Reason #487: The "tough it out" mentality
Impus Minor's English/History teacher is a former "professional" basketball player. He qualifies about as much as I do as a "professional": He was invited to play on a professional team in Mexico, but that got him a scholarship to a U.S. college where he got his teaching degree and became a teacher, so he never actually played any games as a pro, as far as I can tell. So yeah, I was invited to be on U.C. Berkeley's national Tae Kwon Do team. I graduated before our first competition, so I was "on the national team", but I never actually fought at the national or world levels. Does that make me a "national collegiate competitor"? I was good enough, but I never actually competed. Hmm...

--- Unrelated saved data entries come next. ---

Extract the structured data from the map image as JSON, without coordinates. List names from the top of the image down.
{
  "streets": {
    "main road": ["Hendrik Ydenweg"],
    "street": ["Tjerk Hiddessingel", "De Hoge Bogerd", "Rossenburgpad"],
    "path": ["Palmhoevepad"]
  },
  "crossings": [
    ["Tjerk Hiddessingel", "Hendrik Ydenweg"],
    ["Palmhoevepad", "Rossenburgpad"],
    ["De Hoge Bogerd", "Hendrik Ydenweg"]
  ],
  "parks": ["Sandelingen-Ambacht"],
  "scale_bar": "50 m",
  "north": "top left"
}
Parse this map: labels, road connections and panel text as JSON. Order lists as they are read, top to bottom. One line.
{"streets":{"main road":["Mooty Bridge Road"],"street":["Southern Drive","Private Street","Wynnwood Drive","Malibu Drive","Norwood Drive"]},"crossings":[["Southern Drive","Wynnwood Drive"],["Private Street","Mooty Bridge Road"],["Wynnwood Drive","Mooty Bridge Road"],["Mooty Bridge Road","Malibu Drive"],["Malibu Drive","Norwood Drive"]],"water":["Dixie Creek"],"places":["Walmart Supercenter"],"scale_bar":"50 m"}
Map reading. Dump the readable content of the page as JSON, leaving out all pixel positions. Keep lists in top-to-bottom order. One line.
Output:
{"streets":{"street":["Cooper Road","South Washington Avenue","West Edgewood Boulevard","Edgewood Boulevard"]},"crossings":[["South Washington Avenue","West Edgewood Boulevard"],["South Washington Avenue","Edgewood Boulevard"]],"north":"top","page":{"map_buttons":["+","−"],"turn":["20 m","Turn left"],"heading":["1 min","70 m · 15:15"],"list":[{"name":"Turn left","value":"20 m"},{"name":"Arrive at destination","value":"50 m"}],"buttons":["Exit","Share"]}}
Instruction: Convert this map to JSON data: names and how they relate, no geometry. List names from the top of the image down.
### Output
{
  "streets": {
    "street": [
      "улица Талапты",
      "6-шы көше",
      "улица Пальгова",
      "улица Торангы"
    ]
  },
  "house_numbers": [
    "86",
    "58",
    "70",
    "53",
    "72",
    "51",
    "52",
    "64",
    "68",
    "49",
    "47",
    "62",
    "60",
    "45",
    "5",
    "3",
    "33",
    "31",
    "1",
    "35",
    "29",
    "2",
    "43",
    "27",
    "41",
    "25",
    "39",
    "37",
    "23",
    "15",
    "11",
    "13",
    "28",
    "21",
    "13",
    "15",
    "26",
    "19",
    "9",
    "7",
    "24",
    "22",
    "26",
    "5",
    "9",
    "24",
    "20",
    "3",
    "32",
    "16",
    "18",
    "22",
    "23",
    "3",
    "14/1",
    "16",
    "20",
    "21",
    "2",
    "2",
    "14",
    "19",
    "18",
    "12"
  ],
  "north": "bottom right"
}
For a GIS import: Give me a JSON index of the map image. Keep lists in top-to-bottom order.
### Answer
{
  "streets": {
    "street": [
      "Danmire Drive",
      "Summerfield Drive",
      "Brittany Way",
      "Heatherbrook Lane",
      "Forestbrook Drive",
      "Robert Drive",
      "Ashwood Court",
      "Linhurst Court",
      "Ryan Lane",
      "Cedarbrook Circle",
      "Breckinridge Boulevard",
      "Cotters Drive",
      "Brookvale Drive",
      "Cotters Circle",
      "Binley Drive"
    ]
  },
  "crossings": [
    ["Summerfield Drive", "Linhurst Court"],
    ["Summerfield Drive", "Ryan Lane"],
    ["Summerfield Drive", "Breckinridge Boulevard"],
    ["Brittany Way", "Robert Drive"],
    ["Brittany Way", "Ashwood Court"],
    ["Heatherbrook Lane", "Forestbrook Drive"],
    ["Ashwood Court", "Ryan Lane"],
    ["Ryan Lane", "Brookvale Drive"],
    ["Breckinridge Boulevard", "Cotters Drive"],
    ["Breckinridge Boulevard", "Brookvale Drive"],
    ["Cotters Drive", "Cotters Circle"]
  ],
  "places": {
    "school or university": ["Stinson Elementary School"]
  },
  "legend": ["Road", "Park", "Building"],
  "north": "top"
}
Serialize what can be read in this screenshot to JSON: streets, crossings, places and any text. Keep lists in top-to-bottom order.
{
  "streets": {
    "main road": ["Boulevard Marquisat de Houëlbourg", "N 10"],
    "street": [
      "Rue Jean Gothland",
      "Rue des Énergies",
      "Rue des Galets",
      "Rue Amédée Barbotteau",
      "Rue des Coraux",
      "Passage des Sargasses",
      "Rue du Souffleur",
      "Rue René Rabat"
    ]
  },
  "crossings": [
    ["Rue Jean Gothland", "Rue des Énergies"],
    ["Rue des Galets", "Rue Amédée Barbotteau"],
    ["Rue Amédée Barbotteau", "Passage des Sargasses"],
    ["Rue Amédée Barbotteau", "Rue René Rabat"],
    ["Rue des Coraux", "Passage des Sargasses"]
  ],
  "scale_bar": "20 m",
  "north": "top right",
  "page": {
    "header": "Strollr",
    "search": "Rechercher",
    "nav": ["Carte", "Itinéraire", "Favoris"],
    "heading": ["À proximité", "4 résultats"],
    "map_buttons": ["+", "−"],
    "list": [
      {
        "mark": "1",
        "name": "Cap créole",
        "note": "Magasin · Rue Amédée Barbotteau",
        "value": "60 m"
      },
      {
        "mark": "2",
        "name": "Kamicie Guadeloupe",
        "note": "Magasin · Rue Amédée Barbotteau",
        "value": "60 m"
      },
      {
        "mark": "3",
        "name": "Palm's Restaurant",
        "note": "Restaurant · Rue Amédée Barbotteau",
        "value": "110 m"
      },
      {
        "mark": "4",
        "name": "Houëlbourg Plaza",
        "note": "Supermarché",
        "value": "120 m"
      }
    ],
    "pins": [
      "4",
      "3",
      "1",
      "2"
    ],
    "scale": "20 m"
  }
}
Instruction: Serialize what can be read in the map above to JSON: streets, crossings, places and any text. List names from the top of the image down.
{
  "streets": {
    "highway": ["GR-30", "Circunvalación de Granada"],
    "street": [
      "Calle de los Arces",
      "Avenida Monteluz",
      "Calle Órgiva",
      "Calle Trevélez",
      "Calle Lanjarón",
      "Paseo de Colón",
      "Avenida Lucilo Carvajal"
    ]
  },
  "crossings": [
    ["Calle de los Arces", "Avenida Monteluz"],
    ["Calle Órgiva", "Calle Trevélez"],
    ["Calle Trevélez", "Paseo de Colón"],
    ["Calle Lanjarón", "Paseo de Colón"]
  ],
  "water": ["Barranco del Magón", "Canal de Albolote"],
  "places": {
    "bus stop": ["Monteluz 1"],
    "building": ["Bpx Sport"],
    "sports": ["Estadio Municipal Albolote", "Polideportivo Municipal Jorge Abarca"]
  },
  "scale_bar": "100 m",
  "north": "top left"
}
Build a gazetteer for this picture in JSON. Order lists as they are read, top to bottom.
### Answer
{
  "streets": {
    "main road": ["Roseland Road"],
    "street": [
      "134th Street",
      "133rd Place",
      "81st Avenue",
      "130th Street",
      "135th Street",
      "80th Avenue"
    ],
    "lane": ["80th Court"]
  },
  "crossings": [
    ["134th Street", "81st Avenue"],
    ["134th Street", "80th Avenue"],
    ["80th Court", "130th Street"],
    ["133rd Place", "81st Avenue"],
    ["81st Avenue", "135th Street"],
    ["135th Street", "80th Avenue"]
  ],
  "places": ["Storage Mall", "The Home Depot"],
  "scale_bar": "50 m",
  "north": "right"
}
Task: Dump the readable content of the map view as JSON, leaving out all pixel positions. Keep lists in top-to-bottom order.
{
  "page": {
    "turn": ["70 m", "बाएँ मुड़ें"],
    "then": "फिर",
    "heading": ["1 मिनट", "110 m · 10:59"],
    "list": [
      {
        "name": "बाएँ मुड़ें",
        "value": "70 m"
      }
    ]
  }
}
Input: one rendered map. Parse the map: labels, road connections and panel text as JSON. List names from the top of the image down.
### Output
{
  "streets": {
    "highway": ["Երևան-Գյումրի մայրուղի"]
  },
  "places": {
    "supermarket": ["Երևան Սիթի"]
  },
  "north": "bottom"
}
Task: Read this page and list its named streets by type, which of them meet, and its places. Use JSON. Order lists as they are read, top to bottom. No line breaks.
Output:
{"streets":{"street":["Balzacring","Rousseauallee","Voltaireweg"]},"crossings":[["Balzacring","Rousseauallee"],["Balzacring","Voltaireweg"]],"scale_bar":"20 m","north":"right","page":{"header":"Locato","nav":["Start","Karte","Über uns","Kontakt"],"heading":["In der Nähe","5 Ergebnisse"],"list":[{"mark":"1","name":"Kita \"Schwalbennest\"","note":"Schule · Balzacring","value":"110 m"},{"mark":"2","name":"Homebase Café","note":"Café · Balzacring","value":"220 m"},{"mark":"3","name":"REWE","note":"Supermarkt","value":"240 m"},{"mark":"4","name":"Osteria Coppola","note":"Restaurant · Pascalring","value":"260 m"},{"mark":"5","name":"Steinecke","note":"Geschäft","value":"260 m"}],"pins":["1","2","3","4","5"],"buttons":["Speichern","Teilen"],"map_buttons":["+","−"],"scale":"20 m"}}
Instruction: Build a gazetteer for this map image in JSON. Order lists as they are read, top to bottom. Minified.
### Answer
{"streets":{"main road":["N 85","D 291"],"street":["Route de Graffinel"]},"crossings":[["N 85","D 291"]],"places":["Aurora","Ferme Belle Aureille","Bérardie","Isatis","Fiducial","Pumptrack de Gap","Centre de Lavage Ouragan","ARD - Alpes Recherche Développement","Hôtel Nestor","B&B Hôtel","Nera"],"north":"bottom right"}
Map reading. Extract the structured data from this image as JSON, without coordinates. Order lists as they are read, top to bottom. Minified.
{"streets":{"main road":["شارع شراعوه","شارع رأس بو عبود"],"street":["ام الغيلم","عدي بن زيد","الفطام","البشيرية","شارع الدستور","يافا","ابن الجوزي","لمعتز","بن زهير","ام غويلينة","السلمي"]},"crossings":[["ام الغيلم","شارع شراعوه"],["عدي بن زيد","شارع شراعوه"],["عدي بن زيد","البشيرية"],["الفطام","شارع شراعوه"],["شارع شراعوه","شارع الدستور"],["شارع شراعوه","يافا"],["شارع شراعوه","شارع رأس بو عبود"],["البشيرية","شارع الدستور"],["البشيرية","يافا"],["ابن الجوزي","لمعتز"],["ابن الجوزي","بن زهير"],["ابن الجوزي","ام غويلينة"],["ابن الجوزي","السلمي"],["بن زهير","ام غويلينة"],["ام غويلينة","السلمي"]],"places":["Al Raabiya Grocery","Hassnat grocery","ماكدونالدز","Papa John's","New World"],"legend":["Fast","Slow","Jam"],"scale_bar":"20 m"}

Anyway, Impus Minor's been seriously sick all week. He missed Monday and Tuesday. One of his personal bits of psychological baggage (we all have them) is that he believes his teachers get angry at him when he misses class, and that many of his teachers hate him. So he was terrified to go back to school on Wednesday, but he went, and when he felt terrible he tried to come home but I was at the hospital with NobodysWife so he had to stick it out through the day.
Today he was utterly miserable when he woke up, but didn't want to miss any more school so he went in, all hopped up on ibuprofen, pseudoephedrine, and Chloraseptic.
It wasn't enough, and by 9:30 am he felt he needed to come home.

And apparently his teacher got visibly angry with him, and told him about the need to "tough it out" sometimes. Which played right into Impus Minor's psychology of believing his teachers hate him.

Nice job, Mr. Jock. We should all just "tough out" our illnesses because that won't cause any issues like widespread school illness, or slow recovery times, or anything.

It's a week of grrrs for me, isn't it?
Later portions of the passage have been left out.